Poincaré maps is a new method for representing hierarchical relationships in order to determine how cells develop over time. It is the first technique to use hyperbolic geometry in order to uncover the hierarchical relationships from pairwise similarities of different cells. Poincaré maps takes high-dimensional measurements of gene features and then produces a two-dimensional representation that reveals these relationships. Whereas the performance of previous methods varies depending on the specific dataset, Poincaré maps consistently produces high-quality embeddings across a range of different datasets. Moreover, our method offers improved visualization, clustering, hierarchy identification, and reconstruction of the natural order of a stochastic process in a single embedding.
By creating Poincaré maps, Facebook AI has been able to test and refine new applications for hyperbolic embeddings using biologists’ extensive real-world datasets. This work will both help advance computational analysis of cellular development and help AI researchers find new applications for hyperbolic embeddings.
In our experiments, we found the Poincare maps can reveal complex cell developmental processes that have not been discovered by prior methods. We are sharing our code with the research community to help others develop new hypotheses about biological processes.
The discovery of continuous hierarchies — as proposed, for instance, in Waddington’s epigenetic landscape — is a central task in developmental biology and single-cell analysis.
Hyperbolic space, which can be thought of as a continuous version of trees, offers promising advantages for this task, including representational efficiency, small distortion of hierarchical relationships, and easy interpretability. To exploit these properties for the discovery of hierarchies from noisy measurements (as are common in current single-cell data), we developed an algorithm that connects hyperbolic embeddings with manifold learning and pseudo-temporal ordering. In our approach, we were able to build on previous work from Facebook AI which proposed hyperbolic embeddings for learning hierarchical representations.
Given various feature representations of cells (such as their gene expressions), Poincaré maps uses a three-step process to estimate the structure of the underlying treelike manifold. First, we compute a connected k-nearest neighbor graph (kNNG), where each node corresponds to an individual cell and each edge has a weight proportional to the Euclidean distance between the features of the two connected cells. This allows us to estimate the local geometries of the underlying manifold, around which Euclidean distances remain a good approximation.
Second, we compute geodesic distances on the kNN graph (using measures such as “all pairs shortest paths” or the “relative forest accessibilities” index) to estimate the intrinsic geometry of the underlying manifold. While Euclidean distances, as used in the first step, provide a good approximation of distances between nearby points on the manifold, this second step provides an approximation for the distances between all points (including faraway pairs).

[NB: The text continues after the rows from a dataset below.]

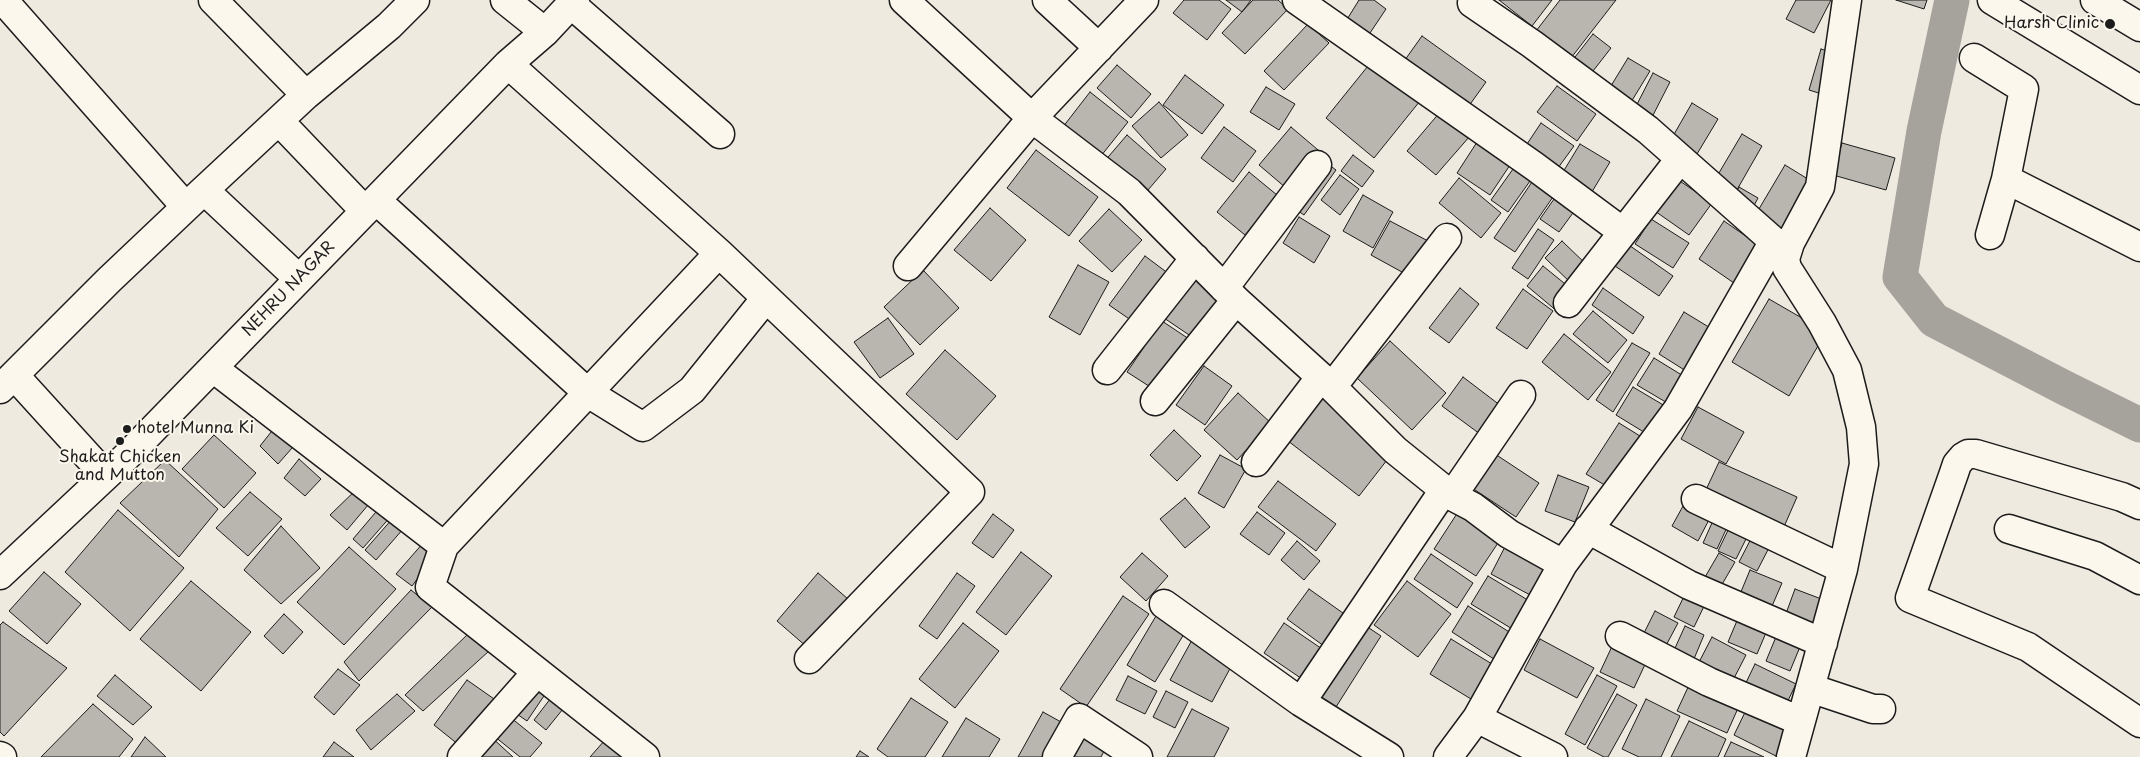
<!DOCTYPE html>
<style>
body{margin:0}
canvas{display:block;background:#eeeadf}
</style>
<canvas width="2140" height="757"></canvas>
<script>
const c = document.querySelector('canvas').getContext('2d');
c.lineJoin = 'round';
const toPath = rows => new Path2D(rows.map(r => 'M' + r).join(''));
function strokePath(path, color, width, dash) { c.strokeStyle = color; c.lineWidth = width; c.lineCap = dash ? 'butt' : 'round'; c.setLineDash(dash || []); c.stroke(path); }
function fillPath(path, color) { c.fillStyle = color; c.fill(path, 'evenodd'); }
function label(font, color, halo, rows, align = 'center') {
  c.font = font + ' "Playpen Sans",sans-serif'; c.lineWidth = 4; c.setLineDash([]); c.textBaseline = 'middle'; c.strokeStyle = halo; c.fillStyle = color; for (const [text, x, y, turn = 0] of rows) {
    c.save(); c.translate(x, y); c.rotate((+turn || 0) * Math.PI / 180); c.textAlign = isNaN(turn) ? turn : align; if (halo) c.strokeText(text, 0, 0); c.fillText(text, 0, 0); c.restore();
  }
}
const river = toPath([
 [1952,0,1924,131,1900,277,1934,320,2065,388,2140,425]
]);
const building = toPath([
 [1184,0,1219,0,1231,9,1207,40,1173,13,1184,0],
 [1226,0,1251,0,1242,12,1226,0],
 [1253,0,1278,0,1288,9,1245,54,1222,33,1253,0],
 [1359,0,1374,0,1386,9,1368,36,1346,21,1359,0],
 [1499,0,1552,0,1532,26,1499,0],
 [1560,0,1616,0,1571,58,1536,31,1560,0],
 [1796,0,1831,0,1814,33,1786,19,1796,0],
 [1896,0,1927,0,1924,9,1896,0],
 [1308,24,1329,43,1284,90,1264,71,1308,24],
 [1593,34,1611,48,1586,80,1568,66,1593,34],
 [1422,36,1486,82,1466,110,1402,64,1422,36],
 [1821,49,1837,54,1825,95,1809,90,1821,49],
 [1628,58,1650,71,1628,107,1606,94,1628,58],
 [1372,61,1420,101,1374,158,1326,118,1372,61],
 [1117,65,1151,94,1131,118,1097,88,1117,65],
 [1653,73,1670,82,1649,123,1632,114,1653,73],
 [1185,75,1224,105,1202,134,1163,105,1185,75],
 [1557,86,1596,114,1577,141,1537,112,1557,86],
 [1266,87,1295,104,1279,130,1250,112,1266,87],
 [1090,92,1128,122,1097,161,1059,132,1090,92],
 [1159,102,1188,135,1161,158,1132,126,1159,102],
 [1692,103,1718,119,1694,159,1669,143,1692,103],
 [1441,111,1470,136,1436,175,1407,151,1441,111],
 [1541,123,1574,146,1555,172,1523,150,1541,123],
 [1224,127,1256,151,1233,182,1201,158,1224,127],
 [1291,127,1324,155,1292,193,1259,165,1291,127],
 [1742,134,1762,146,1734,195,1713,183,1742,134],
 [1127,135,1166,169,1142,197,1103,163,1127,135],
 [1481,136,1514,159,1490,195,1457,173,1481,136],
 [1842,143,1895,158,1886,190,1833,175,1842,143],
 [1580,144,1610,162,1590,195,1560,177,1580,144],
 [1036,150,1098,197,1069,236,1007,188,1036,150],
 [1353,155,1374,171,1362,187,1341,171,1353,155],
 [1324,161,1336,170,1304,215,1291,206,1324,161],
 [1518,162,1535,174,1508,212,1491,200,1518,162],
 [1785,165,1816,184,1785,237,1753,219,1785,165],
 [1249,172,1277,195,1245,235,1217,212,1249,172],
 [1340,175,1359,189,1340,215,1321,200,1340,175],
 [1674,177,1712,203,1689,235,1652,209,1674,177],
 [1459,178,1501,213,1481,238,1439,203,1459,178],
 [1534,179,1555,194,1515,252,1494,238,1534,179],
 [1739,187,1758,198,1750,213,1731,202,1739,187],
 [1559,192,1578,206,1559,232,1540,219,1559,192],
 [1363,195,1393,212,1373,248,1343,231,1363,195],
 [990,208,1026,240,991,281,954,250,990,208],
 [1109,209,1142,240,1112,272,1079,241,1109,209],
 [1299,217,1330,236,1314,263,1283,243,1299,217],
 [1651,219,1689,243,1673,268,1635,244,1651,219],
 [1390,221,1430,242,1411,277,1371,255,1390,221],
 [1724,221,1760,246,1734,283,1699,259,1724,221],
 [1538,229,1554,240,1528,279,1512,268,1538,229],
 [1562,241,1589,267,1573,285,1545,258,1562,241],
 [1626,243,1673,276,1659,296,1612,264,1626,243],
 [1145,256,1173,277,1138,325,1109,305,1145,256],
 [1078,265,1109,282,1080,335,1049,317,1078,265],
 [1543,266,1575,292,1558,312,1527,286,1543,266],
 [923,270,959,308,920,345,884,307,923,270],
 [1194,274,1225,295,1195,339,1164,318,1194,274],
 [1460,288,1479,304,1449,343,1429,328,1460,288],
 [1603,288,1644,317,1633,334,1592,305,1603,288],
 [1523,289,1553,311,1527,349,1496,328,1523,289],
 [1769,299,1826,332,1789,396,1732,362,1769,299],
 [1593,311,1627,340,1608,363,1573,334,1593,311],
 [1684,312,1712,329,1686,371,1659,354,1684,312],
 [888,318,914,354,880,378,854,342,888,318],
 [1162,321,1189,339,1155,390,1127,372,1162,321],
 [1564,334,1611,372,1588,400,1542,362,1564,334],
 [1390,341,1446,393,1412,430,1357,378,1390,341],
 [1632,343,1650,353,1613,412,1596,400,1632,343],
 [945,350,996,396,957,440,906,394,945,350],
 [1654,358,1685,377,1669,404,1637,385,1654,358],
 [1204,366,1232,386,1205,425,1176,405,1204,366],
 [1463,377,1505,409,1484,437,1442,406,1463,377],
 [1633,387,1665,406,1647,434,1616,415,1633,387],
 [1318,392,1394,451,1359,496,1283,437,1318,392],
 [1238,393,1271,423,1237,460,1204,430,1238,393],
 [1698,407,1744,432,1726,464,1681,439,1698,407],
 [279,422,300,439,278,464,260,446,279,422],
 [1619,423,1640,436,1608,487,1586,474,1619,423],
 [1174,430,1201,456,1177,481,1150,455,1174,430],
 [214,435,256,473,224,508,182,469,214,435],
 [1495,454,1539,483,1516,517,1472,488,1495,454],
 [1220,455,1246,469,1224,508,1198,493,1220,455],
 [299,459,321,479,305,496,284,478,299,459],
 [165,460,218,509,179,557,120,503,165,460],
 [1719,462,1797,497,1783,529,1704,494,1719,462],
 [1558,475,1589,487,1575,522,1545,511,1558,475],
 [1278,481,1336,524,1316,551,1258,507,1278,481],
 [360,486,374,498,347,530,330,515,360,486],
 [250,492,282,519,248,556,216,528,250,492],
 [1688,497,1714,510,1698,541,1672,526,1688,497],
 [1185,498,1210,527,1185,548,1160,519,1185,498],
 [381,506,392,515,363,548,353,539,381,506],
 [1460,509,1502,537,1476,576,1434,549,1460,509],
 [118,510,184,568,130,631,65,572,118,510],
 [1257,512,1285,533,1269,555,1240,534,1257,512],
 [993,514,1014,530,993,558,972,543,993,514],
 [1716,514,1730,521,1717,549,1703,543,1716,514],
 [393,518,404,528,376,560,365,550,393,518],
 [1732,522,1750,531,1736,559,1718,551,1732,522],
 [281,526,320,568,281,604,244,570,281,526],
 [1754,533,1772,542,1757,571,1739,562,1754,533],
 [1509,539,1550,560,1532,596,1491,574,1509,539],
 [1297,541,1320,561,1304,580,1281,560,1297,541],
 [424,542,436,554,412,586,396,574,424,542],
 [349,547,396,589,344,645,297,602,349,547],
 [1021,552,1052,576,1006,635,976,612,1021,552],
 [1142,553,1168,576,1146,601,1120,577,1142,553],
 [1719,553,1735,562,1717,593,1701,584,1719,553],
 [1431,554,1473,583,1457,608,1414,579,1431,554],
 [1750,570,1782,583,1769,613,1738,599,1750,570],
 [44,572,81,604,47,644,9,611,44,572],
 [818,573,848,599,807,647,777,621,818,573],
 [957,573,975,586,937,639,919,626,957,573],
 [1488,576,1531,602,1514,630,1471,604,1488,576],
 [191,581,251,632,201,691,140,639,191,581],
 [1407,581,1451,614,1418,657,1374,625,1407,581],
 [1688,588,1708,598,1694,627,1674,617,1688,588],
 [1309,589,1350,618,1328,649,1287,619,1309,589],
 [1795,589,1832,603,1821,633,1784,619,1795,589],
 [411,590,432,607,359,681,344,662,411,590],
 [1123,596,1149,614,1086,707,1060,689,1123,596],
 [1468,606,1514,635,1497,661,1452,632,1468,606],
 [1655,611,1678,623,1662,653,1640,641,1655,611],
 [284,614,303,632,283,654,264,636,284,614],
 [1156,616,1184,634,1155,682,1127,665,1156,616],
 [1739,616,1768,628,1757,654,1728,642,1739,616],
 [3,622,67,668,4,736,0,732,0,625,3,622],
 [963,623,999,651,955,708,919,679,963,623],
 [1284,623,1328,653,1308,683,1264,653,1284,623],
 [1363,624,1381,636,1336,707,1318,695,1363,624],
 [1685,626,1704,635,1691,666,1671,657,1685,626],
 [1778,632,1802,642,1790,671,1766,661,1778,632],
 [469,633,489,651,423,711,405,695,469,633],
 [1712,637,1746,655,1731,684,1697,666,1712,637],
 [1451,639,1492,664,1471,699,1430,674,1451,639],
 [1540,639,1594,668,1577,698,1524,670,1540,639],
 [1192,640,1233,663,1212,702,1170,680,1192,640],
 [1615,640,1649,656,1634,688,1600,672,1615,640],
 [1755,664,1796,684,1783,711,1742,691,1755,664],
 [338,669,360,685,334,715,314,697,338,669],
 [115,675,152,707,133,725,97,696,115,675],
 [1597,675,1617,686,1585,745,1565,734,1597,675],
 [1128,676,1157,691,1145,714,1116,700,1128,676],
 [467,680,497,701,459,745,434,725,467,680],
 [534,681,548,690,527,721,511,710,534,681],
 [1690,683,1739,706,1727,733,1677,711,1690,683],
 [1166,691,1188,702,1175,728,1153,717,1166,691],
 [397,694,415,711,371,750,356,730,397,694],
 [554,694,567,704,546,730,534,720,554,694],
 [1617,694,1637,705,1608,757,1604,757,1587,748,1617,694],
 [911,698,948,722,925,757,888,757,877,749,911,698],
 [1646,699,1680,716,1661,757,1639,757,1622,749,1646,699],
 [1750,702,1794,724,1778,757,1734,735,1750,702],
 [93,704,133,739,119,757,41,757,93,704],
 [1192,709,1229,728,1214,757,1167,757,1192,709],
 [1043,712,1070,727,1054,757,1018,757,1043,712],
 [510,717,542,743,530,757,520,757,494,736,510,717],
 [966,718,1000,739,989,757,942,757,966,718],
 [1689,721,1726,739,1718,757,1671,757,1689,721],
 [1087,732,1108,743,1101,757,1074,757,1087,732],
 [489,735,513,757,472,757,489,735],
 [145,737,166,757,131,757,145,737],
 [605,740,624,757,590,757,605,740],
 [334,742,354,757,323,757,334,742],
 [1731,742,1764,757,1724,757,1731,742],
 [860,751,869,757,856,757,860,751]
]);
const minor = toPath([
 [213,0,306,95],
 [505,0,545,32],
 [904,0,1032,118,1129,192,1236,300,1332,387,1395,450,1452,496,1473,507,1509,534,1563,564],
 [1047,0,1099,48],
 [1297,0,1534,166,1623,232],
 [1992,0,2140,90],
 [2095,0,2140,27],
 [1472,3,1532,44,1648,130,1786,252],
 [571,4,720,134],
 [11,9,185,206],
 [1974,58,2024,89,2006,179,2140,247],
 [508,64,719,253,970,492,809,659],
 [279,121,365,211],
 [204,190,306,95,389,26,415,0],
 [376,200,588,393,643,427,692,390,766,298],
 [1990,235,2006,179],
 [908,266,1032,118,1144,0],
 [1224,288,1317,165],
 [1568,303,1680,159],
 [213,368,444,546,719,253],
 [1107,370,1195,258],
 [14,375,109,280,204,190,299,279],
 [1332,387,1447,238],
 [0,389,14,375,105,475],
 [1155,401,1236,300],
 [1256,462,1320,378],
 [1452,496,1521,395],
 [1696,499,1843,569],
 [2140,505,2122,497,1976,454,1968,454,1963,457,1957,464,1954,473,1910,598,2028,647,2140,723],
 [1588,529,1689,585,1823,643],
 [2009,529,2095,556,2140,580],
 [444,546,430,587,645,757],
 [0,575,126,457,508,64,545,32,575,0],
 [1164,604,1301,702,1389,757],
 [1620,636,1709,682,1800,721],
 [1810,688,1873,709,1881,709],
 [1301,702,1444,490],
 [0,756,2,757],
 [462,757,537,672],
 [1057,757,1079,718,1138,757],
 [1448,757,1477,718],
 [1553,757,1477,718,1563,564,1678,409,1774,241],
 [1791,757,1843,569,1864,464,1861,427,1847,370,1822,323,1787,268,1785,259,1790,243,1820,187,1847,0]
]);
const markers = [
 [2110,24,6,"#1c1c1c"],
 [127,429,5,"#1c1c1c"],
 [120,441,5,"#1c1c1c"]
];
const poiNames = [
 ["Harsh Clinic",2099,24],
 ["hotel Munna Ki",137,429,"left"],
 ["Shakat Chicken",120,458,"center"],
 ["and Mutton",120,476,"center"]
];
const streetNames = [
 ["NEHRU NAGAR",289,289,-46]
];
strokePath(river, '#a6a39d', 35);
fillPath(building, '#b9b6af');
strokePath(building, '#1c1c1c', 1);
strokePath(minor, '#1c1c1c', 31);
strokePath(minor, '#fbf7ec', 28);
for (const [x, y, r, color] of markers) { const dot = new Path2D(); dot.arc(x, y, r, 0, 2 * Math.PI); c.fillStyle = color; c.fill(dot); strokePath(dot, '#fbf7ec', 2); }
label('16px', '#1c1c1c', '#fbf7ec', poiNames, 'right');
label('16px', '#1c1c1c', '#fbf7ec', streetNames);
</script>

Finally, we compute a two-dimensional embedding for each cell in the Poincaré disk, such that their hyperbolic distances reflect the geodesic distances inferred from the previous step. The geometry of the Poincaré disk allows us to model continuous hierarchies efficiently in just two dimensions. In our approach, embeddings that are close to the origin of the disk will have a relatively small distance to all other points, representing the root of the hierarchy, or the beginning of a developmental process. On the other hand, embeddings that are close to the boundary of the disk will have a relatively large distance to all other points and are well suited to represent leaf nodes. Due to these properties, Poincaré maps allows us to represent in as few as two dimensions the developmental processes where cells undergo a continuous differentiation into more specialized types.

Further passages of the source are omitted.